II. « Jésus donc sachant que son heure était venue de passer de ce monde à son Père, comme il avait aimé les siens qui étaient dans le monde, il les aima jusqu’à la fin ». Sans doute afin qu’ils fussent à même de passer de ce monde où ils se trouvaient vers leur chef qui en était sorti. Que veut dire, en effet, « jusqu’à la fin », sinon jusqu’à Jésus-Christ ? « Jésus-Christ », dit l’Apôtre, « est la fin de la loi, pour la justification de tous ceux qui croient » [Rom X.4]. Il est la fin, non pas où finissent les choses, mais où elles trouvent leur perfection ; la fin où nous devons parvenir, mais non trouver la mort. C’est en ce sens qu’il faut entendre ces mots : « Jésus-Christ, notre Pâque, a été immolé » [I Cor. V.7]. Il est notre fin, c’est à lui que nous devons passer. Je sais bien que ces paroles de notre Évangile peuvent s’entendre d’une manière tout humaine ; voici comment : puisqu’il a aimé les siens jusqu’à la mort, on peut dire « qu’il les a aimés jusqu’à la fin ». Mais c’est là un sentiment tout humain, qui n’a rien de divin. Il ne nous a pas aimés seulement jusqu’à la mort, puisqu’il nous a toujours aimés et qu’il nous aimera sans cesse. Loin de nous la pensée que son amour ait fini par sa mort, puisqu’il n’a pas lui-même fini par la mort. Le riche superbe et impie de l’Évangile a aimé ses cinq frères, même après sa mort [Luc XVI.27-28]. Et Jésus-Christ ne nous aurait aimés que jusqu’à sa mort ? Dieu nous garde de le penser, mes très-chers frères. Car il ne nous aurait pas aimés jusqu’à mourir pour nous, si son amour avait dû finir avec sa mort. On pourrait néanmoins entendre ces paroles : « Il les a aimés jusqu’à la fin », en ce sens qu’il les a aimés au point de vouloir mourir pour eux. Il l’a témoigné lui-même en disant : « Personne ne « peut montrer un plus grand amour qu’en donnant sa vie pour ses amis » [Jean XV.13]. C’est pourquoi je n’improuve pas ceux qui veulent que ces paroles : « Il les aima jusqu’à la fin », signifient que son amour l’a conduit jusqu’à mourir pour eux.

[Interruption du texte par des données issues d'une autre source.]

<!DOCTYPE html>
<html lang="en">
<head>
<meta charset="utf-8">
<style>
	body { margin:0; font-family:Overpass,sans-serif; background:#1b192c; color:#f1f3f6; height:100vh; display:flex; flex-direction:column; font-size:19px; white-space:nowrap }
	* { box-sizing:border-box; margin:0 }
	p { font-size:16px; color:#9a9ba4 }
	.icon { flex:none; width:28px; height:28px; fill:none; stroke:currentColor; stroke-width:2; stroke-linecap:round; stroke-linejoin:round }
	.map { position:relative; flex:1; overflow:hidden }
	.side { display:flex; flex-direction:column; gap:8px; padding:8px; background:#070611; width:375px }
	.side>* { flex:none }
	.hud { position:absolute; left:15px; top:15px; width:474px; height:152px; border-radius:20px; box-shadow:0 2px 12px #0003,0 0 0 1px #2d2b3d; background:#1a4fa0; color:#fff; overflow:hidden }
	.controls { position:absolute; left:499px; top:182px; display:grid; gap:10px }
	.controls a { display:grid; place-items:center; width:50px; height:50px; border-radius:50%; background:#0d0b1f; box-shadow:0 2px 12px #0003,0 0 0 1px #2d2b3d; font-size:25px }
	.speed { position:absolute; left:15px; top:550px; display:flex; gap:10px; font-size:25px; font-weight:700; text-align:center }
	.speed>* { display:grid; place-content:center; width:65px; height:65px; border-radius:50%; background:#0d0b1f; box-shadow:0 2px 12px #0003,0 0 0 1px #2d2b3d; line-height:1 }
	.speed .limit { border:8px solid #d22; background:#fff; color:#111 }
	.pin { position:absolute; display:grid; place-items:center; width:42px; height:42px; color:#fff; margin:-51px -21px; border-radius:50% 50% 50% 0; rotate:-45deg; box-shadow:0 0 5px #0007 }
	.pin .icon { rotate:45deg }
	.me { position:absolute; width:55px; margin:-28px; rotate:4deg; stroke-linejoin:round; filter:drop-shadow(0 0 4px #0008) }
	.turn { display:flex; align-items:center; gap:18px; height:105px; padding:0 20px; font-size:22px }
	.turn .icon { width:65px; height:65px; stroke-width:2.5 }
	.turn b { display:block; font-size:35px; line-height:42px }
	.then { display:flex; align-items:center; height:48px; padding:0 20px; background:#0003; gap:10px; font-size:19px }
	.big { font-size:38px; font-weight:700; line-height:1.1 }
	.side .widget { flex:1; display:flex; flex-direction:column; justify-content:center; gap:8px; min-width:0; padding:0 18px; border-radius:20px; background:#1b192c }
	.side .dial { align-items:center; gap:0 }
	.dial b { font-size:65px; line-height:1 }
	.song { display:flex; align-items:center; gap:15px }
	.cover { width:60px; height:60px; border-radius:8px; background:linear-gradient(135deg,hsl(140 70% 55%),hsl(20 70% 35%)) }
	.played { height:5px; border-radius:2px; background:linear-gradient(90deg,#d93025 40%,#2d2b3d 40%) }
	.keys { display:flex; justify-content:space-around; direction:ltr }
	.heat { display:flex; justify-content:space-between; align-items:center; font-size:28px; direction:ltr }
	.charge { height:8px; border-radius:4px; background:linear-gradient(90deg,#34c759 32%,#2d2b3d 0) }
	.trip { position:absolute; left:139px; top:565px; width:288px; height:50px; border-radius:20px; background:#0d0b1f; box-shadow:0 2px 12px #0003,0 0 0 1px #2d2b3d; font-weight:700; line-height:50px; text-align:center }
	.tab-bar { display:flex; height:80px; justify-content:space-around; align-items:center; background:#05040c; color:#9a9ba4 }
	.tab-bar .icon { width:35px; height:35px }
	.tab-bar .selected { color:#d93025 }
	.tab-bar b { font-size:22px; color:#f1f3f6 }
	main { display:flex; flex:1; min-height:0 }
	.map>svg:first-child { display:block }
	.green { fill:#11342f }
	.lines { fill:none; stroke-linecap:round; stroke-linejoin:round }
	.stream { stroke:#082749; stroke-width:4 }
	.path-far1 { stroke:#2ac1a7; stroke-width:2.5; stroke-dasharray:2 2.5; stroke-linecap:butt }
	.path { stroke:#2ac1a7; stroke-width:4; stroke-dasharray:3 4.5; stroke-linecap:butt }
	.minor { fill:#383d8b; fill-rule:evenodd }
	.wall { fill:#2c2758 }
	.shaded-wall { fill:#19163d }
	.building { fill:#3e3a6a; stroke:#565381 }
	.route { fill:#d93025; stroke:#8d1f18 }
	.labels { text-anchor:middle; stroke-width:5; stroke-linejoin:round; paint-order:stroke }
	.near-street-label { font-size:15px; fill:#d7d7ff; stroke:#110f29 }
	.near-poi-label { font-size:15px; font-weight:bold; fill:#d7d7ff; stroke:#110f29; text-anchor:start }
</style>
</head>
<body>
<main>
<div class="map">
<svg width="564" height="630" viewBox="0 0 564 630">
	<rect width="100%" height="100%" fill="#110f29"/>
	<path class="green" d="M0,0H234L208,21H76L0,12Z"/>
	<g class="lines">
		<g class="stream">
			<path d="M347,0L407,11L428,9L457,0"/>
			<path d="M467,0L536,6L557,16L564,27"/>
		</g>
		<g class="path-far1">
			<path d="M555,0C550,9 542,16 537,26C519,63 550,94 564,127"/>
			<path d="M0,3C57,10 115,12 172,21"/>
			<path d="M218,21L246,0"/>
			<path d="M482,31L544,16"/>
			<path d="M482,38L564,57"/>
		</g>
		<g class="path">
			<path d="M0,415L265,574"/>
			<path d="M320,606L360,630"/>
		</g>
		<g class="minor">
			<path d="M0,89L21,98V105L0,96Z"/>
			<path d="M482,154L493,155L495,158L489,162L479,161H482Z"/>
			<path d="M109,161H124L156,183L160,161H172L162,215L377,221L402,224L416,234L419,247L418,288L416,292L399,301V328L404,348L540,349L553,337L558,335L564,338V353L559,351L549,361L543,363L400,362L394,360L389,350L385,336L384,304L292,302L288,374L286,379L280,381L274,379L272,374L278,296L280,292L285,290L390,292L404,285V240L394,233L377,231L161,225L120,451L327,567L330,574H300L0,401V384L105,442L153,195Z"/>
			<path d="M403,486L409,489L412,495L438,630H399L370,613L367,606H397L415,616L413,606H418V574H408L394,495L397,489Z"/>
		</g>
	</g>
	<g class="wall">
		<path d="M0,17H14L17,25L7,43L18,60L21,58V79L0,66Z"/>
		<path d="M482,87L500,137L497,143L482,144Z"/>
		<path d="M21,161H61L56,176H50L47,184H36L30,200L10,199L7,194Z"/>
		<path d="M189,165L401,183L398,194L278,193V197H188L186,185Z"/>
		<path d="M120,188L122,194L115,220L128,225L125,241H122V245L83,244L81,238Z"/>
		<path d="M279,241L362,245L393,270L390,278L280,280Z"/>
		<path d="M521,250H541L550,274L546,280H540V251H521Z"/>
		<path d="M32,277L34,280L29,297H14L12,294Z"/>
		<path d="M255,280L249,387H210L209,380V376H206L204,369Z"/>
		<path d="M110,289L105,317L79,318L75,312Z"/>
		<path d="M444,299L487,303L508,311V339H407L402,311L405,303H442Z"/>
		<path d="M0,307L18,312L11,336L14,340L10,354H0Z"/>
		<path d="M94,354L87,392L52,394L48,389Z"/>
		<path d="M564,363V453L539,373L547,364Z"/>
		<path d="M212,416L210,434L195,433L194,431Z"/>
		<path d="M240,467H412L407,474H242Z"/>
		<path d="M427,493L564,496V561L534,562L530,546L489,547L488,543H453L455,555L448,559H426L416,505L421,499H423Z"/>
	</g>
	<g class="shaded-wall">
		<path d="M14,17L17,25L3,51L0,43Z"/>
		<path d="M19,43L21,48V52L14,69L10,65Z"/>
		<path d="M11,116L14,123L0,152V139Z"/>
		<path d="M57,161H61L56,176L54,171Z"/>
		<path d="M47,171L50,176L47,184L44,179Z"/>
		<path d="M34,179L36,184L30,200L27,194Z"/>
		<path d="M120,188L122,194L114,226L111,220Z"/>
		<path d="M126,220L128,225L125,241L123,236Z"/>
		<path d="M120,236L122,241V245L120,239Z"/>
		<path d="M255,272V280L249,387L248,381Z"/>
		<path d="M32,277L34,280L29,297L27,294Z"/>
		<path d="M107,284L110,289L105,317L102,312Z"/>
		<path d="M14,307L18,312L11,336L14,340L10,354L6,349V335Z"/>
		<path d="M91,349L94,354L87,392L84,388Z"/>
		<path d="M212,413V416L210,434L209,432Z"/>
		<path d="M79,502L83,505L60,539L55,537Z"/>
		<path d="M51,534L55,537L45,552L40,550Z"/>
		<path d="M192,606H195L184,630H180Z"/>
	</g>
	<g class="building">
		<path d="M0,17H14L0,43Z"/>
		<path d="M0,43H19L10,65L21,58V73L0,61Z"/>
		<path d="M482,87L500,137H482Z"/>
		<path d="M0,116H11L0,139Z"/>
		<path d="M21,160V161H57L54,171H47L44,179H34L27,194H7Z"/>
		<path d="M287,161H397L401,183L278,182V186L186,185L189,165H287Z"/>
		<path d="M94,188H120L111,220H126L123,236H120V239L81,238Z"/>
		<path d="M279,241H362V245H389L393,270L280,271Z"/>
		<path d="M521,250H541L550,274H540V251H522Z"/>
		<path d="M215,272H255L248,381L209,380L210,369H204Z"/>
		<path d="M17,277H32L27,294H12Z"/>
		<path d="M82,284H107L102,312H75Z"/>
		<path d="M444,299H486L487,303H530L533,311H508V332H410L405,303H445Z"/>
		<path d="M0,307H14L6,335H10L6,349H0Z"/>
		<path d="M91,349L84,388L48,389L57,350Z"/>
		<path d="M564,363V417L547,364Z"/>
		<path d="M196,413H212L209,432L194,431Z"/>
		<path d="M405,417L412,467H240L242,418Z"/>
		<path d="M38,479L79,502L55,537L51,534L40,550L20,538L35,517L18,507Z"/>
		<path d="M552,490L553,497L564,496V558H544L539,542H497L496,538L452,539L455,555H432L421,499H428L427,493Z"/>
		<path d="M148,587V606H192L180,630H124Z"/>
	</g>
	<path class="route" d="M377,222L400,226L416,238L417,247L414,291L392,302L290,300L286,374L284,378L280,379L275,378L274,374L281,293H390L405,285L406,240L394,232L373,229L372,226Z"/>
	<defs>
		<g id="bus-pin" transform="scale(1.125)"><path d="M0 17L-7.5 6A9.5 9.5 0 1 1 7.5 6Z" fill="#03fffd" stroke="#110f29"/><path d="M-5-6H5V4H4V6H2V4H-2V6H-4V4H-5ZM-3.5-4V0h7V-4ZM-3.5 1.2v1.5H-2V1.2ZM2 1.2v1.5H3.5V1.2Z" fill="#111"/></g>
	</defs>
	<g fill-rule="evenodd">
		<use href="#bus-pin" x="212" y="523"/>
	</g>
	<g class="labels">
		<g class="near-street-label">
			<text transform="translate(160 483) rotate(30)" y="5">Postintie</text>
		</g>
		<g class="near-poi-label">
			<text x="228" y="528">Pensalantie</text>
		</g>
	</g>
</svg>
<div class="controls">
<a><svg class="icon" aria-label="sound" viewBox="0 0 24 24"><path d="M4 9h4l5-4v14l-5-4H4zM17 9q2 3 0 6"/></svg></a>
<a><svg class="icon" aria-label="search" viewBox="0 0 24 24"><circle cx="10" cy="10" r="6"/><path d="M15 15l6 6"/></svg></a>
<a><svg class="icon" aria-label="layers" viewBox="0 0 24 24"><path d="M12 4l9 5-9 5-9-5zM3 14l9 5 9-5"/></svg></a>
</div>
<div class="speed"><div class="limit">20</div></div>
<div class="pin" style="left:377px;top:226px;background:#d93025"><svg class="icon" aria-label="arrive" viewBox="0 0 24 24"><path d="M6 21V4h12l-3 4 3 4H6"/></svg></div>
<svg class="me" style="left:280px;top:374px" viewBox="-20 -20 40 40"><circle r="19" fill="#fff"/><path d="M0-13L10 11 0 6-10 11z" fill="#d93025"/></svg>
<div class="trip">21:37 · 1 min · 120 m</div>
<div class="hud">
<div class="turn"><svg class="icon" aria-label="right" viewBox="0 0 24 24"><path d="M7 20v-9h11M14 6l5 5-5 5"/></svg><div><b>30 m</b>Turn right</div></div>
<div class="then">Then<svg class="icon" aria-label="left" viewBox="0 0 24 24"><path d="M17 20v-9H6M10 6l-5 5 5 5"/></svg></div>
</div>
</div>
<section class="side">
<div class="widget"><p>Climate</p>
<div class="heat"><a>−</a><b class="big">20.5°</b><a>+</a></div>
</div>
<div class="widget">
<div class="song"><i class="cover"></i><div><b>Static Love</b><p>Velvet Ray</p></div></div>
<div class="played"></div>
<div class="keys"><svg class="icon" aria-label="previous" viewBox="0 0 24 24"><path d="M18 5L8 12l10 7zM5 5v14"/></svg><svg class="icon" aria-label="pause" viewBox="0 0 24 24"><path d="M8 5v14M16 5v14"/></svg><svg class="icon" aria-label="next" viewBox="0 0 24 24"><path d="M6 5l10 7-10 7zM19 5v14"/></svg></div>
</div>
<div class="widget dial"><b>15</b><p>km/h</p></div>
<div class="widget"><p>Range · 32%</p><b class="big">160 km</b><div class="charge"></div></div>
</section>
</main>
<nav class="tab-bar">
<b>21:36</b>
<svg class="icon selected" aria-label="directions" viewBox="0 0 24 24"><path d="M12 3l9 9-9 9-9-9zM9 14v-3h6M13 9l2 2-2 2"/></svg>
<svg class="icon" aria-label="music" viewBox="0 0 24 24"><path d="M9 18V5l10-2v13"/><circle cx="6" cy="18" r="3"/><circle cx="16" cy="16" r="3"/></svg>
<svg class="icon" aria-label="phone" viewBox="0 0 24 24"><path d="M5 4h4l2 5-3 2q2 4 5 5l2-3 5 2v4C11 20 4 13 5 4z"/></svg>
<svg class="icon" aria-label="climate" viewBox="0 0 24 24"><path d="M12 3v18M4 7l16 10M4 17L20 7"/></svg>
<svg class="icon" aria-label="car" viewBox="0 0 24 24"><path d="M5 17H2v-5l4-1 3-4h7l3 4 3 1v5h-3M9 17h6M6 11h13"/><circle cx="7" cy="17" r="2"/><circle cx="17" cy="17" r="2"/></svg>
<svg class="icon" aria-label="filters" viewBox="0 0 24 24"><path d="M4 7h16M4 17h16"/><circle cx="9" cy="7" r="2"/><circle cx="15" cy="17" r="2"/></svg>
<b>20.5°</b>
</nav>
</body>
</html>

III. « Et après que le souper fut fait, le diable ayant déjà mis dans le tueur de Judas Iscariote, fils de Simon, le dessein de le livrer, Jésus sachant que le Père lui avait donné toutes choses entre les mains, et qu’il était sorti de Dieu, et qu’il retournait à Dieu, se lève du souper, quitte ses vêtements, et, ayant pris un linge, il s’en ceignit. Ensuite il versa de l’eau dans un bassin et commença à laver les pieds de ses disciples et à les essuyer avec le linge dont il était ceint ». Par ces mots, après que le souper fut fait, nous ne devons pas entendre que le souper était terminé et achevé ; car on était encore à table lorsque Notre-Seigneur se leva et lava les pieds de ses disciples. Après cela, en effet, il se remit à table, et c’est alors qu’il donna le morceau de pain à celui qui devait le trahir. Le repas n’était donc pas fini, puisqu’il y avait encore du pain sur la table. Ainsi donc, après le souper veut dire après que le souper fut préparé et servi sur la table prêt à être mangé.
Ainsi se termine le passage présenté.